━━━━━ RECORDS SUPPLIED ━━━━━
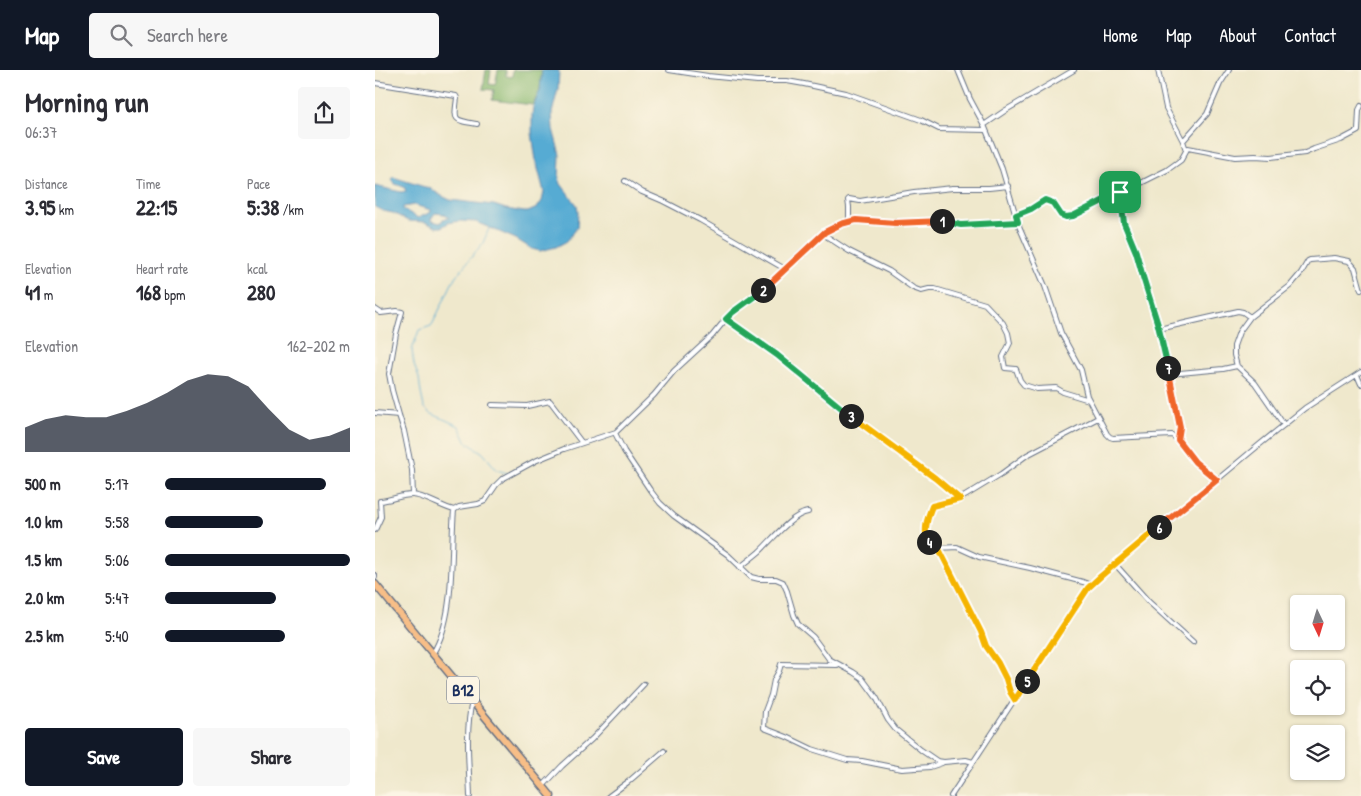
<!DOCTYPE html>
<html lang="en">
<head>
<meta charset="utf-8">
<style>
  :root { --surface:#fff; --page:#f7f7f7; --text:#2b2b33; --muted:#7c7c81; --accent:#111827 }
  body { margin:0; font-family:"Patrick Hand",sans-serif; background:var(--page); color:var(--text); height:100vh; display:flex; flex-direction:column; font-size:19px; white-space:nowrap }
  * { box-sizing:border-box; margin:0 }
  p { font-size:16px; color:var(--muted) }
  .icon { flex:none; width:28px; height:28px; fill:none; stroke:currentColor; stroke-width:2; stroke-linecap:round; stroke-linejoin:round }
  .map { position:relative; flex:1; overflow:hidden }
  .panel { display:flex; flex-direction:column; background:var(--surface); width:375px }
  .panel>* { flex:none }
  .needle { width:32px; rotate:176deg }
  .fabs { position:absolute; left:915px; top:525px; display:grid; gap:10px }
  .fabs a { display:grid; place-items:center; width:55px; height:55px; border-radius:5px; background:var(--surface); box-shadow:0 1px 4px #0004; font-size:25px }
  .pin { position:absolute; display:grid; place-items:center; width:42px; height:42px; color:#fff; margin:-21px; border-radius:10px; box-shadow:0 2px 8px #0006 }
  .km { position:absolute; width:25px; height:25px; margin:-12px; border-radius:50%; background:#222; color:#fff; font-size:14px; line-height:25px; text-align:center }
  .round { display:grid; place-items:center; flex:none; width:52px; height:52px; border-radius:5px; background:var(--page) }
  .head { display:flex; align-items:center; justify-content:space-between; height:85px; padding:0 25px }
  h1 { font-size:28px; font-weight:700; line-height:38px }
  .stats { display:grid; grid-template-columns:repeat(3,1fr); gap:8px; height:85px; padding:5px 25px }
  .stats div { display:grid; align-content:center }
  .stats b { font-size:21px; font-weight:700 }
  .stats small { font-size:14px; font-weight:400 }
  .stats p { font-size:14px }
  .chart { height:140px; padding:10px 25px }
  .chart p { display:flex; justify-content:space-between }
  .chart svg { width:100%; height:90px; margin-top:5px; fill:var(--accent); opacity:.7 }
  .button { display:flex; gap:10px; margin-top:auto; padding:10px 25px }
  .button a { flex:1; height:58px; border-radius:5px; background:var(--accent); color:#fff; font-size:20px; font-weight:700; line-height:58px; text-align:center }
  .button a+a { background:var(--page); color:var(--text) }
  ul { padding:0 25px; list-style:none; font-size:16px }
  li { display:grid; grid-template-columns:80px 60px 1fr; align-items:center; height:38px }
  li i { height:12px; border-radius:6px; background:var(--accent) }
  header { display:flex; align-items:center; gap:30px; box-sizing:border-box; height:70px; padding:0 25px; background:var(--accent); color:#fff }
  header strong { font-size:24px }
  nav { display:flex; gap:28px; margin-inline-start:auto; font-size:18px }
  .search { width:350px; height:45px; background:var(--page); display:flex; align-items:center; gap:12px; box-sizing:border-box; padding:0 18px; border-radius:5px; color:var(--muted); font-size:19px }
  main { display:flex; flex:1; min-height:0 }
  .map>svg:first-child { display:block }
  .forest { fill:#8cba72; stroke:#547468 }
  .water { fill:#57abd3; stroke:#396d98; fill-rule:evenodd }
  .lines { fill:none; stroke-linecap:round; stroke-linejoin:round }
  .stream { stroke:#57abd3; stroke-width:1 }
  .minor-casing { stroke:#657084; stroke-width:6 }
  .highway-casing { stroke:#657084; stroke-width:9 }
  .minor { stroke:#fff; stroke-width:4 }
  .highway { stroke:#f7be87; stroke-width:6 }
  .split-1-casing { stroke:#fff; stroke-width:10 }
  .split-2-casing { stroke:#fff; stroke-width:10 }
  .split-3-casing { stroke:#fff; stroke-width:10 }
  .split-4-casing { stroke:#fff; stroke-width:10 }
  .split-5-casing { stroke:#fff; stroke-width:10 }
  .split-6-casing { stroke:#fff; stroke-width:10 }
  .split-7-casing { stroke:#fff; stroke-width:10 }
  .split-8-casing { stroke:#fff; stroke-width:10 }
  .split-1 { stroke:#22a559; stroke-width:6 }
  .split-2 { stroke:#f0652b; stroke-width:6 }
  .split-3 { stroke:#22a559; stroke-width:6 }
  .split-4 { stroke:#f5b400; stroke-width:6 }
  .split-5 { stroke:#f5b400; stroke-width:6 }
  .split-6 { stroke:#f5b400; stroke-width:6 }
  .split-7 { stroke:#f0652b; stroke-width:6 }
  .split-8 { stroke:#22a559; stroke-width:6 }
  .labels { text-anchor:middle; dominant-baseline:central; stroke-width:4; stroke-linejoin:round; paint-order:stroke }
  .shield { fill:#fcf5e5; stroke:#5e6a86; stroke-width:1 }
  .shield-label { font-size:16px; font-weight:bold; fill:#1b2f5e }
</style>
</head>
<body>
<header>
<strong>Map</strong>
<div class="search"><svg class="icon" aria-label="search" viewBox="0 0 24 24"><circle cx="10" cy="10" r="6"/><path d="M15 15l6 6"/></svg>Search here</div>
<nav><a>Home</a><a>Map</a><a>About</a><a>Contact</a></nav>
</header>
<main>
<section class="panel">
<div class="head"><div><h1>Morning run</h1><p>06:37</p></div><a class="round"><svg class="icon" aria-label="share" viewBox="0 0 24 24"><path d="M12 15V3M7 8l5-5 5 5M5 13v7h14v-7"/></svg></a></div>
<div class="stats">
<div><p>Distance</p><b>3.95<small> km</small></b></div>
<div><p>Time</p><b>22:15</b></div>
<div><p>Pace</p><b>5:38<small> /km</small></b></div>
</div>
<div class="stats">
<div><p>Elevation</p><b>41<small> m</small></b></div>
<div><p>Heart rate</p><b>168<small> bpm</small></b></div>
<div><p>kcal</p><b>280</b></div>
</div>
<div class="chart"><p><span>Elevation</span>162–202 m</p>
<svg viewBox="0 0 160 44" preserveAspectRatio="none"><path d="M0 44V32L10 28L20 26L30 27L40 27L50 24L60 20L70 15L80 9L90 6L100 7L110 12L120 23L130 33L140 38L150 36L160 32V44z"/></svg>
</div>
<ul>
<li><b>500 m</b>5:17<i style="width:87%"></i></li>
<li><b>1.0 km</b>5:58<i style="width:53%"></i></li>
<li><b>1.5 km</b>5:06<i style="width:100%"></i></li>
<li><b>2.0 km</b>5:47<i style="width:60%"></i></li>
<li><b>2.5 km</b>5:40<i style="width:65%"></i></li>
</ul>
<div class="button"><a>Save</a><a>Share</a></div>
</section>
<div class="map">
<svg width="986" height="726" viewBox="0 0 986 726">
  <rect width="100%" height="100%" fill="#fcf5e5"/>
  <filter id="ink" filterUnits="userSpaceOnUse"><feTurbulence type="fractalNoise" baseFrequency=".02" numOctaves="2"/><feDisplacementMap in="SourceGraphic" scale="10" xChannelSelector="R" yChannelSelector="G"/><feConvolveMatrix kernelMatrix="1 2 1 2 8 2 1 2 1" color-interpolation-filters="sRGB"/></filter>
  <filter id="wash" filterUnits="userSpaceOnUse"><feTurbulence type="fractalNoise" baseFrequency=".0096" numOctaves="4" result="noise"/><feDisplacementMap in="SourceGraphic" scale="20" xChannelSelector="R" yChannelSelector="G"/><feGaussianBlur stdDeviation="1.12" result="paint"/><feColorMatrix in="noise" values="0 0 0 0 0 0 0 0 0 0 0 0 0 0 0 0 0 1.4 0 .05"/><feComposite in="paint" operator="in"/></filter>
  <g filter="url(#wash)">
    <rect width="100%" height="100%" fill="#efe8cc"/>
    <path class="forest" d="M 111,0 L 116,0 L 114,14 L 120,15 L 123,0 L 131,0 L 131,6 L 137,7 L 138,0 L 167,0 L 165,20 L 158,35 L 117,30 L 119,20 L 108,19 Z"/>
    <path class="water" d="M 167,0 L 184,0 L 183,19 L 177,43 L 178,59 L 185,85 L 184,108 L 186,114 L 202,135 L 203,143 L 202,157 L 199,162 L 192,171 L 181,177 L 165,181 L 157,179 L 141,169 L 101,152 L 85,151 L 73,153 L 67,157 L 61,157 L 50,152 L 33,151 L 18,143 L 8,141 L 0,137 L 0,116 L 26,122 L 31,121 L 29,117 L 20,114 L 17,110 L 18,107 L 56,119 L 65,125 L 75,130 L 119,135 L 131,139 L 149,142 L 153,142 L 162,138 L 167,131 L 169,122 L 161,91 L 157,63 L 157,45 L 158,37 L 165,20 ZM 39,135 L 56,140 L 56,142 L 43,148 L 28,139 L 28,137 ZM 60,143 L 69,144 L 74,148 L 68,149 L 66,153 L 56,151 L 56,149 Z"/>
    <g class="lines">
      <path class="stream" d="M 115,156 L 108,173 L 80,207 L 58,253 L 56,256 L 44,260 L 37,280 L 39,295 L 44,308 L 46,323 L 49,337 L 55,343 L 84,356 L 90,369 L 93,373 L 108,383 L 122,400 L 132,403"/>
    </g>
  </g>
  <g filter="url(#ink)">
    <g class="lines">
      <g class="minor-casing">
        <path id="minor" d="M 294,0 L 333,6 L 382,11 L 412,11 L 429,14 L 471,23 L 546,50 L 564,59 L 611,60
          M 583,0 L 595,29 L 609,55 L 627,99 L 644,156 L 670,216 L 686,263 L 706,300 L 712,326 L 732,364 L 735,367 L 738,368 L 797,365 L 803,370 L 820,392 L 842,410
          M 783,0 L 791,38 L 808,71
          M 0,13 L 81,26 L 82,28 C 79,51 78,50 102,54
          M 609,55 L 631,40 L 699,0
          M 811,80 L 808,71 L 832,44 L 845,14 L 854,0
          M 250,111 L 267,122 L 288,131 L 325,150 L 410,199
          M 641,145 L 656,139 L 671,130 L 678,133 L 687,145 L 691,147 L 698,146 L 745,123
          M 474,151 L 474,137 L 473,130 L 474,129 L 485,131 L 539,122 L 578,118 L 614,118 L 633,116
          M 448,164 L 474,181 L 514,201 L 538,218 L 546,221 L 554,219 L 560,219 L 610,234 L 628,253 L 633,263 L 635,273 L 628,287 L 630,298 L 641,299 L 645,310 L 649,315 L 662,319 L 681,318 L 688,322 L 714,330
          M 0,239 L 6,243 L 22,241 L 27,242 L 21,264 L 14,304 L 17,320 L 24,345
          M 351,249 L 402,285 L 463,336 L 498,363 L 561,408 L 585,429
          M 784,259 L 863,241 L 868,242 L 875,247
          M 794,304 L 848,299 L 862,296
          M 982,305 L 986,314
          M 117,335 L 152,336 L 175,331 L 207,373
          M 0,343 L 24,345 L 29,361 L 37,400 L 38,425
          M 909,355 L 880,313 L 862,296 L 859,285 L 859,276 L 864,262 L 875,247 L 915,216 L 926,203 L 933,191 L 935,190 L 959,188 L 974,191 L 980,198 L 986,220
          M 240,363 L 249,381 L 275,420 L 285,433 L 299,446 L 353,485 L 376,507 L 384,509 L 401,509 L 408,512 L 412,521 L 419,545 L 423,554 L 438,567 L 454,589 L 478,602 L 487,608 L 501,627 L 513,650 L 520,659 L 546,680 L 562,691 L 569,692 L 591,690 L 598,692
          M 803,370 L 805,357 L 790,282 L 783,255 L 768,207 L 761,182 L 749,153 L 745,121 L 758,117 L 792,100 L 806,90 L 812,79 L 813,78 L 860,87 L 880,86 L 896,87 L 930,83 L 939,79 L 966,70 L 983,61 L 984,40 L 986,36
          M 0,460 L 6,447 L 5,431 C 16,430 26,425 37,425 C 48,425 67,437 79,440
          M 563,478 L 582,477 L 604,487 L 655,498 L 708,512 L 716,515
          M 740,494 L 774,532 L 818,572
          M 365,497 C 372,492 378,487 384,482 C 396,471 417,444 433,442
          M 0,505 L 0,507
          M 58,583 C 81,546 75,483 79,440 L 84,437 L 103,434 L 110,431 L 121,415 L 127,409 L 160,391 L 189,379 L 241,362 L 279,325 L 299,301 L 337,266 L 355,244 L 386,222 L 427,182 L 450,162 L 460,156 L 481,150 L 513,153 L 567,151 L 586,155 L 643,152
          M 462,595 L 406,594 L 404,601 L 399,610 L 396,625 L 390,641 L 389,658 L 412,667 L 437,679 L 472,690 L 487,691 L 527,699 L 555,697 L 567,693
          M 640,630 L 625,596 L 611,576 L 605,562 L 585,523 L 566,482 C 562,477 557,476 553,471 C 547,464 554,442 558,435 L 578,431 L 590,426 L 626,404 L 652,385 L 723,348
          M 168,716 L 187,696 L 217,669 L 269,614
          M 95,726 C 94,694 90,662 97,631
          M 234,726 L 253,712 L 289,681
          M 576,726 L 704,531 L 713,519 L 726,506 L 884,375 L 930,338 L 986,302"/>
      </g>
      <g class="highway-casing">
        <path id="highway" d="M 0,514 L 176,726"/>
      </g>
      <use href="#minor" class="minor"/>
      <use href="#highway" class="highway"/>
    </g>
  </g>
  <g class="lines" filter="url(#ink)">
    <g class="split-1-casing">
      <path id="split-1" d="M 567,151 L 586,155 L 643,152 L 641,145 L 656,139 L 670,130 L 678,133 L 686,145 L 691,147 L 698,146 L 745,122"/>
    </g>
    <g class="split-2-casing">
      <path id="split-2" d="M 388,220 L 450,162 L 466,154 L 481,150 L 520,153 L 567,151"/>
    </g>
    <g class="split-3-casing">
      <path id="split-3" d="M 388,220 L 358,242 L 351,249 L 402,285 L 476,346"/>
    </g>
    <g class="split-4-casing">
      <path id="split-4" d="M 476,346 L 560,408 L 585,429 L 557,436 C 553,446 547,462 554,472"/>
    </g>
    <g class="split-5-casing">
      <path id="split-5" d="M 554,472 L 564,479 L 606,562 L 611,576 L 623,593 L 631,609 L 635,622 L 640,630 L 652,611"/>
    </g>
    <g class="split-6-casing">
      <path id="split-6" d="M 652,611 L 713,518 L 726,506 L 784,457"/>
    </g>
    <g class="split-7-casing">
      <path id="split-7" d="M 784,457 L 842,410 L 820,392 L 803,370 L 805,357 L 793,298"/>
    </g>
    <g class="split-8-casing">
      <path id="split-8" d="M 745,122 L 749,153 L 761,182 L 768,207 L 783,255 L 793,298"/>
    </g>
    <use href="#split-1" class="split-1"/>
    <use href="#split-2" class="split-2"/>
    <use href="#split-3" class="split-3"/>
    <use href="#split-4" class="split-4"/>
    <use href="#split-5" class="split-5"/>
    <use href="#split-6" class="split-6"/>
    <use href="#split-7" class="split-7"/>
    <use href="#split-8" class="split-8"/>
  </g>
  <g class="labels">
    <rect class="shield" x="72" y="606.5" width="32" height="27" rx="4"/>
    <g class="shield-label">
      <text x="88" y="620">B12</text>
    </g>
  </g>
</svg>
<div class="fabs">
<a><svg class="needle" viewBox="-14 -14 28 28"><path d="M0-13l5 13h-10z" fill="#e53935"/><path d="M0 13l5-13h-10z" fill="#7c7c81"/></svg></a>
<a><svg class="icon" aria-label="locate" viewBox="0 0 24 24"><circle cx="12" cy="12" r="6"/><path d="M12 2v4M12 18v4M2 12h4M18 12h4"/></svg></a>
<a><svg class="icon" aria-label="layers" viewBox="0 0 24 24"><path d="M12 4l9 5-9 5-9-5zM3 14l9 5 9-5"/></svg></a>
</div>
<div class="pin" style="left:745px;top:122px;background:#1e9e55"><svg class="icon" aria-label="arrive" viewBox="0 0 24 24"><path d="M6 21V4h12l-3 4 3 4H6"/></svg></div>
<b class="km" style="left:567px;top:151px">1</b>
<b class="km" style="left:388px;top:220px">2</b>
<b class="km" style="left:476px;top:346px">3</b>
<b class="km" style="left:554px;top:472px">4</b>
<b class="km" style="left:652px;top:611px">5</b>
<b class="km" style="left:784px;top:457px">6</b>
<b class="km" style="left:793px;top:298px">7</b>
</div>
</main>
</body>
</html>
━━━━━
TASK GOAL
In the entries above, identify every line with the word "fabs". Copy those lines.

SOLUTION TO THE EXERCISE
  .fabs { position:absolute; left:915px; top:525px; display:grid; gap:10px }
  .fabs a { display:grid; place-items:center; width:55px; height:55px; border-radius:5px; background:var(--surface); box-shadow:0 1px 4px #0004; font-size:25px }
<div class="fabs">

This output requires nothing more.